Kalmin immediately flinched, averting Boris’ gaze. In his eyes was a flicker of fear, his eyebrows furrowing slightly.
“Too late,” Boris muttered, his voice at a low tone that sent shivers down Kalmin’s body.
His brown eyes look up hesitantly at Boris, regretting it a moment later when their eyes met again but this time he couldn’t look away. He was trapped.
“You,” Boris muttered, his head straightening as he picked up a pen and began writing on another paper again. “You cried didn’t you?”
Kalmin flinched, the fear in his eye increasing slightly.
“Are you ok now?” Boris asked.
Kalmin froze for a moment before nodding his head solemnly. He let out a sigh, looking away from Boris, and clenched his pen. “Sometimes I wish you were blind to certain things and not so outspoken…” he muttered.
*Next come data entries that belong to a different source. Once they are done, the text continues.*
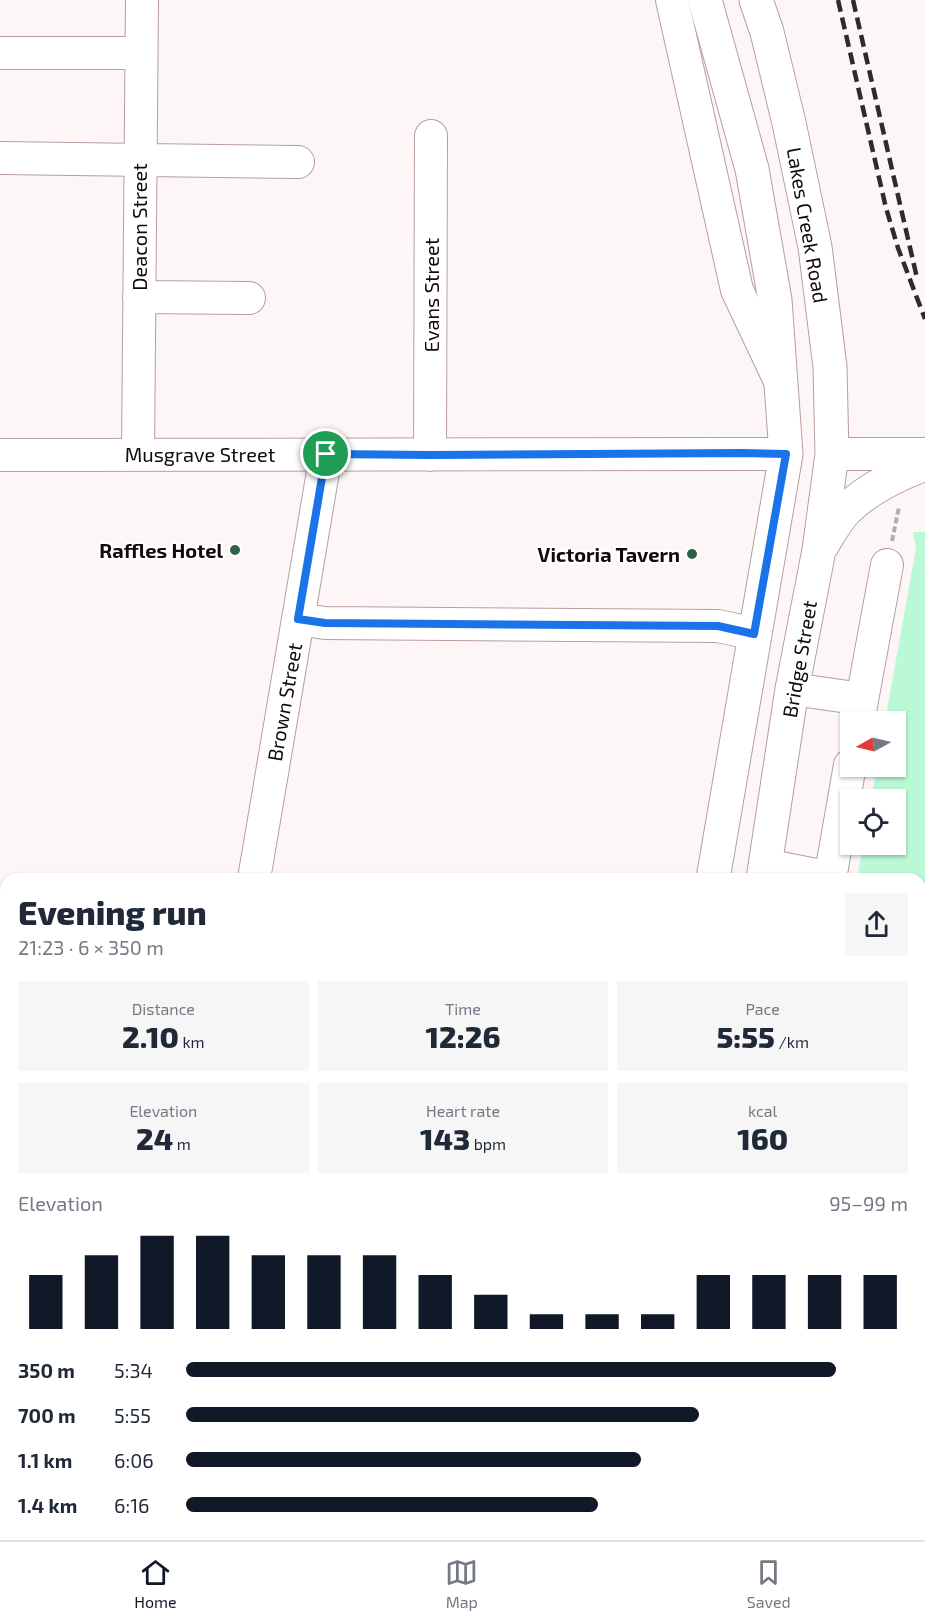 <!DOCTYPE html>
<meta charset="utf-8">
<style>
body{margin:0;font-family:"Exo 2",sans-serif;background:#f6f6f7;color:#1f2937;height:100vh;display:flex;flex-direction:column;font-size:22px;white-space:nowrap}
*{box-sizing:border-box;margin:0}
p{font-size:20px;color:#747a83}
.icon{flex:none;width:33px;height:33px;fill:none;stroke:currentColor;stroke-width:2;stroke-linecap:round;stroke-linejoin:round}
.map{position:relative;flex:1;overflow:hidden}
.sheet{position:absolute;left:0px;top:873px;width:926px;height:668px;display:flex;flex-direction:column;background:#fff;border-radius:18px 18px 0 0;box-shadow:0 2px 4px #0004}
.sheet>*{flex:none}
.needle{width:39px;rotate:262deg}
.fabs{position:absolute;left:840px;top:711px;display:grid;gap:12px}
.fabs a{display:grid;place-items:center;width:66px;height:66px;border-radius:0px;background:#fff;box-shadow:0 2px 4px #0004;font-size:30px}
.pin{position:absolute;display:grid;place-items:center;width:51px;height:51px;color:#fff;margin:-26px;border:3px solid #fff;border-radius:50%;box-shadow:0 2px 6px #0007}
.round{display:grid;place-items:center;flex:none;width:63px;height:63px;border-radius:0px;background:#f6f6f7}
.head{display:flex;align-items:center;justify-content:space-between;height:102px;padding:0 18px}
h1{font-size:33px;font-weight:800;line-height:45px}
.figures{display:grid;grid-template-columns:repeat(3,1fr);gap:9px;height:102px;padding:6px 18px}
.figures div{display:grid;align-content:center;border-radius:0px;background:#f6f6f7;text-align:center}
.figures b{font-size:30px;font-weight:800}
.figures small{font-size:16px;font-weight:400}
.figures p{font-size:16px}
.chart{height:168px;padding:12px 18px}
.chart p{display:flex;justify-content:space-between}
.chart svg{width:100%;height:108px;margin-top:6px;stroke:#111827;stroke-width:6}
ul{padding:0 18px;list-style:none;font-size:20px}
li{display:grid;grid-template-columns:96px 72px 1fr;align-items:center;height:45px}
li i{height:15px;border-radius:8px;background:#111827}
.tab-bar{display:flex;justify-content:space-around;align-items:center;height:84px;border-top:2px solid #e0e1e3;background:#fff;font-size:16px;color:#747a83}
.tab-bar a{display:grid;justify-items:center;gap:3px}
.tab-bar .current{color:#111827}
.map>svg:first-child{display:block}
</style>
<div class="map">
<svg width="925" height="1540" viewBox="0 0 925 1540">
<defs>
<pattern id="building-back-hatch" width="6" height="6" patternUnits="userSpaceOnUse" patternTransform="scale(1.5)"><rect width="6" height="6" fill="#8a7173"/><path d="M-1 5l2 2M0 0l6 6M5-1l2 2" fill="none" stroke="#6f5b5d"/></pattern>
</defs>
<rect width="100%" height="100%" fill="#fcf6f6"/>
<path fill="#baf8d6" d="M913,532H925V1321L920,1315V879H857L863,845L896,844V800L871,799L877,767L896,766V722L885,721L916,548Z
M665,1535L813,1534L819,1540H656Z"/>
<path fill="url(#building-back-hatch)" d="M0,1197L6,1200V1356H0Z"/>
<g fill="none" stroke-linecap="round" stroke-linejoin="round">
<defs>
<path id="minor" d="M672,0L737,290L780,381
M0,53H141
M0,158L298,162
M139,297L249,298
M138,454L142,0
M832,454H925
M0,455L786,454
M430,455L431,136
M298,619L325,623L718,626L755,634
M792,689L862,699
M858,722L887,565
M765,865L831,878
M254,879L326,454
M830,879L850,765
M920,1301L925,1302
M920,1369L925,1374
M0,1390H6
M137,1540L138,1534
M578,1540L579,1534
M609,1540L610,1534"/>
<path id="major" d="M705,0L752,169L775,300L786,454L713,879
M756,0L767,32L789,123L815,247L830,367L832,454L819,550L792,689L763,879
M823,544C830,532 837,519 847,509C869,488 897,475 925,464
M0,1032L6,1035
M0,1095L6,1097
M862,1534L868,1540
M903,1534L908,1540"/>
</defs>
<use href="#minor" stroke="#b89da0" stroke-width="34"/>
<use href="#major" stroke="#b89da0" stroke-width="35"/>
<path stroke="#b3adad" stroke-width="4" stroke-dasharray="6 3" stroke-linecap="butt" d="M892,541L899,507
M920,931L925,905
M920,974L925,975
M920,1067L925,1068
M920,1112L925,1109
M920,1464L925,1470
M695,1534L698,1540"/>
<use href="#minor" stroke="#fff" stroke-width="32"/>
<use href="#major" stroke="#fff" stroke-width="33"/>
<path stroke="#31292a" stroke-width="4.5" stroke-dasharray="12 6" stroke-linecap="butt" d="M838,0L886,208L898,248L925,319
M853,0L917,278"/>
</g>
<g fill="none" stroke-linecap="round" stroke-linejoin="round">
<defs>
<path id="route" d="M742,453L786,454L754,634L718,626L325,623L298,619L326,454L430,455Z"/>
</defs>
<use href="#route" stroke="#fff" stroke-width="12"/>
<use href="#route" stroke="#1a73e8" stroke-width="8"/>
</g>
<g fill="#2c6248" stroke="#fff" stroke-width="2">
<circle cx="235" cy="550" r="6"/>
<circle cx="692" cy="554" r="6"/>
</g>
<g text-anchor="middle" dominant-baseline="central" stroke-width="5" stroke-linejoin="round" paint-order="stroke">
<g font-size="20" fill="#120a0b" stroke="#fff">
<text transform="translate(808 225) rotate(80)">Lakes Creek Road</text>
<text transform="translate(139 227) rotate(-90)">Deacon Street</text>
<text transform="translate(431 295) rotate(-90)">Evans Street</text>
<text x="200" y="454">Musgrave Street</text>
<text transform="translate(799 659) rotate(-80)">Bridge Street</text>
<text transform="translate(284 702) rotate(-80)">Brown Street</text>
</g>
<g font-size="20" font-weight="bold" fill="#120a0b" stroke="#fff" text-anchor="end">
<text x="223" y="550">Raffles Hotel</text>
<text x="680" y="554">Victoria Tavern</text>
</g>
</g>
</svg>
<div class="fabs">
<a><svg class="needle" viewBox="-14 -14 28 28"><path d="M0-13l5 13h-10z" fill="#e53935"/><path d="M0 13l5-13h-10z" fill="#747a83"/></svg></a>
<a><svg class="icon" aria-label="locate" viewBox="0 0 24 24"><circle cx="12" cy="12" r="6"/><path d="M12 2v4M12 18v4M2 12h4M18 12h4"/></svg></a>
</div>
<div class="pin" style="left:326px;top:454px;background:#1e9e55"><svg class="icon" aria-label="arrive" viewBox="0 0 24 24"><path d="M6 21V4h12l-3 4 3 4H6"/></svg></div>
<section class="sheet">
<div class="head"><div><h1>Evening run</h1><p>21:23 · 6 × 350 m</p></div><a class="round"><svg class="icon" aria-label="share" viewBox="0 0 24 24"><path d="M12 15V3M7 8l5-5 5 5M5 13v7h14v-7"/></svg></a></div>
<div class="figures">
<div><p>Distance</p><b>2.10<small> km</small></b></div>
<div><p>Time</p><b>12:26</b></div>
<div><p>Pace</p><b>5:55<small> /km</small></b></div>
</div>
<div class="figures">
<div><p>Elevation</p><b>24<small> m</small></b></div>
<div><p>Heart rate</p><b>143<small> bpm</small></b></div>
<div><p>kcal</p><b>160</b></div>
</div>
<div class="chart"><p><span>Elevation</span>95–99 m</p>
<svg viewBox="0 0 160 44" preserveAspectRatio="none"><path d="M5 44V22M15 44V14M25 44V6M35 44V6M45 44V14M55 44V14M65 44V14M75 44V22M85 44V30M95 44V38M105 44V38M115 44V38M125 44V22M135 44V22M145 44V22M155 44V22"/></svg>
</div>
<ul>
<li><b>350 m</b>5:34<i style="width:90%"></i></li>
<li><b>700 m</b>5:55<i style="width:71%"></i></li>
<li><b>1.1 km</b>6:06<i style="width:63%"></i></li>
<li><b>1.4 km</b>6:16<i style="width:57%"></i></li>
</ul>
</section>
</div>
<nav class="tab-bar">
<a class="current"><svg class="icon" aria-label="home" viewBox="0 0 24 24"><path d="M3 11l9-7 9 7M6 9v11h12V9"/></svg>Home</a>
<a><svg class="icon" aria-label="map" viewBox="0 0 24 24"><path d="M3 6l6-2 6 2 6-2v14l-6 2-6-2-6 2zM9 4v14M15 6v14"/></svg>Map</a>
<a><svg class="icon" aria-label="saved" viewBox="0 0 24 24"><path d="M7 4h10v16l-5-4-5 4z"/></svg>Saved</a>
</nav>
“Are you ok?” Boris asked again, this time his voice carrying more command. Kalmin turned to him, his head nodding.
“I am.”
“Good,” Boris replied as he picked up the stamp and stamped another paper, “then it was a good decision afterall. I’ll make sure she can’t be moved back to the previous place.”
Kalmin went back to his writing and they sat there in silence. That was enough for the both of them, enough was already said. Like this, their relationship had grown. They relied on each other and had grown a bond that was deep. To the point where he could be read like a book and where they could comfort each other with barely any words.
Just like this, together they both coped in their own company together and together they worked to keep the kingdom alive.. It was a lonely job for the both of them and only got more stressful with each repeating cycle but at least they weren’t alone.